(INFORMATION GIVEN begins)

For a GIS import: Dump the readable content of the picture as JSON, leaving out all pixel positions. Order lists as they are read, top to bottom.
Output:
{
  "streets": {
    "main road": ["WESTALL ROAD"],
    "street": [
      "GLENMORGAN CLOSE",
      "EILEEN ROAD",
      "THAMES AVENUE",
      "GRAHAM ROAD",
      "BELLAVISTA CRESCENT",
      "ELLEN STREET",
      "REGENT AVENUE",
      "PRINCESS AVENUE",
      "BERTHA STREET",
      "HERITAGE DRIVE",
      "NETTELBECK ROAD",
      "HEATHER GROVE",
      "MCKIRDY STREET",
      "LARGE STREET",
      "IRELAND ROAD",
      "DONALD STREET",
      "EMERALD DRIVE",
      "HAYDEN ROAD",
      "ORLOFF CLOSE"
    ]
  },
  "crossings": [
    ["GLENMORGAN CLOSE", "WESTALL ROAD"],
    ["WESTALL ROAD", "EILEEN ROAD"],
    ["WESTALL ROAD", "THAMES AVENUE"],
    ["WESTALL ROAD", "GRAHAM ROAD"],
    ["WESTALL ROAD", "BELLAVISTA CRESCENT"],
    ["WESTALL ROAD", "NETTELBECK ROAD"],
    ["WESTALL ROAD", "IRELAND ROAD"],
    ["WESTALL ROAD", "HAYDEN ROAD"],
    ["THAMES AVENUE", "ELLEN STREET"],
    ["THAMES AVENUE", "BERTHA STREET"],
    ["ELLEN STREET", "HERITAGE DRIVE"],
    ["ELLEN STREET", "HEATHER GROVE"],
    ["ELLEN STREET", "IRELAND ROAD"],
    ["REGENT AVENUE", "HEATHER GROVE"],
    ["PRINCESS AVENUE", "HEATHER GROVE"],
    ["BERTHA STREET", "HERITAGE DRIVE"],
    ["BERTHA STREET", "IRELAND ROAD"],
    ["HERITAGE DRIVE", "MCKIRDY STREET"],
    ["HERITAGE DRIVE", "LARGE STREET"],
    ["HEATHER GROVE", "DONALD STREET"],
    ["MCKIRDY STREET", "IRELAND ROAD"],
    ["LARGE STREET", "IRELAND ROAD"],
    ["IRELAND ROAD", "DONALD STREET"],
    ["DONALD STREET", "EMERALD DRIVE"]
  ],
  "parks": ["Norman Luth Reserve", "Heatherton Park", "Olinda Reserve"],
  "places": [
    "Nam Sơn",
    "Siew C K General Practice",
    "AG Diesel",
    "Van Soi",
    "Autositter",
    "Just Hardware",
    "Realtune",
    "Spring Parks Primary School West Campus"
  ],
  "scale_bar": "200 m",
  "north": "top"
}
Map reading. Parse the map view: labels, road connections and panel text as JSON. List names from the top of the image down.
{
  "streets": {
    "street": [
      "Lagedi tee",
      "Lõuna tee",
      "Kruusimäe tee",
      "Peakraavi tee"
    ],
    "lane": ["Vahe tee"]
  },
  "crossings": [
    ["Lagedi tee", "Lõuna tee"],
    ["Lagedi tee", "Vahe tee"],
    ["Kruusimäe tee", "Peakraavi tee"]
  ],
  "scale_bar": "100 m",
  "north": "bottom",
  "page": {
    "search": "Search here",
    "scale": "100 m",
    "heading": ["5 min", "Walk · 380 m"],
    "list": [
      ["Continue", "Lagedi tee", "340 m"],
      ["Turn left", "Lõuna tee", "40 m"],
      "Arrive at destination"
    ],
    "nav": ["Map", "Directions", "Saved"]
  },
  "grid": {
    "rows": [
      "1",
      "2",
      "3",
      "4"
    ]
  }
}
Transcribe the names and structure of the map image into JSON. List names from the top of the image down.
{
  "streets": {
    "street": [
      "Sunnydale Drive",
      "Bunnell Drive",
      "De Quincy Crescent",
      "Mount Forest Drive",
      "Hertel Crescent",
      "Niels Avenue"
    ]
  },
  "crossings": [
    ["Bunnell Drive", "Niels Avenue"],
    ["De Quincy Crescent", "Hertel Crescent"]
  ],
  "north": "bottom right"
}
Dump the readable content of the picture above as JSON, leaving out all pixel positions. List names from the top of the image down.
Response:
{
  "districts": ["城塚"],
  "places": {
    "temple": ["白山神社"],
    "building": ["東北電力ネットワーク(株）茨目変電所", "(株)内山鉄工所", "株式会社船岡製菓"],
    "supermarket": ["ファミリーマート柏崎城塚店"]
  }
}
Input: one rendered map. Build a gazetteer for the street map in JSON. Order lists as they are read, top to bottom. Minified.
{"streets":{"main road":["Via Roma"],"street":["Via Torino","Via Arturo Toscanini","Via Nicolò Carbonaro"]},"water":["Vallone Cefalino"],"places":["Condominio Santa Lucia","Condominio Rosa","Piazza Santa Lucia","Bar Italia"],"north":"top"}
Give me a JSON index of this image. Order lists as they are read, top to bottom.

(INFORMATION GIVEN ends)

*THE PROBLEM*:
Transcribe, word for word, every line from the one containing "Dump the readable content of the picture above" through the final line of the entries, and nothing else.

*ANSWER TO THIS EXERCISE*:
Dump the readable content of the picture above as JSON, leaving out all pixel positions. List names from the top of the image down.
Response:
{
  "districts": ["城塚"],
  "places": {
    "temple": ["白山神社"],
    "building": ["東北電力ネットワーク(株）茨目変電所", "(株)内山鉄工所", "株式会社船岡製菓"],
    "supermarket": ["ファミリーマート柏崎城塚店"]
  }
}
Input: one rendered map. Build a gazetteer for the street map in JSON. Order lists as they are read, top to bottom. Minified.
{"streets":{"main road":["Via Roma"],"street":["Via Torino","Via Arturo Toscanini","Via Nicolò Carbonaro"]},"water":["Vallone Cefalino"],"places":["Condominio Santa Lucia","Condominio Rosa","Piazza Santa Lucia","Bar Italia"],"north":"top"}
Give me a JSON index of this image. Order lists as they are read, top to bottom.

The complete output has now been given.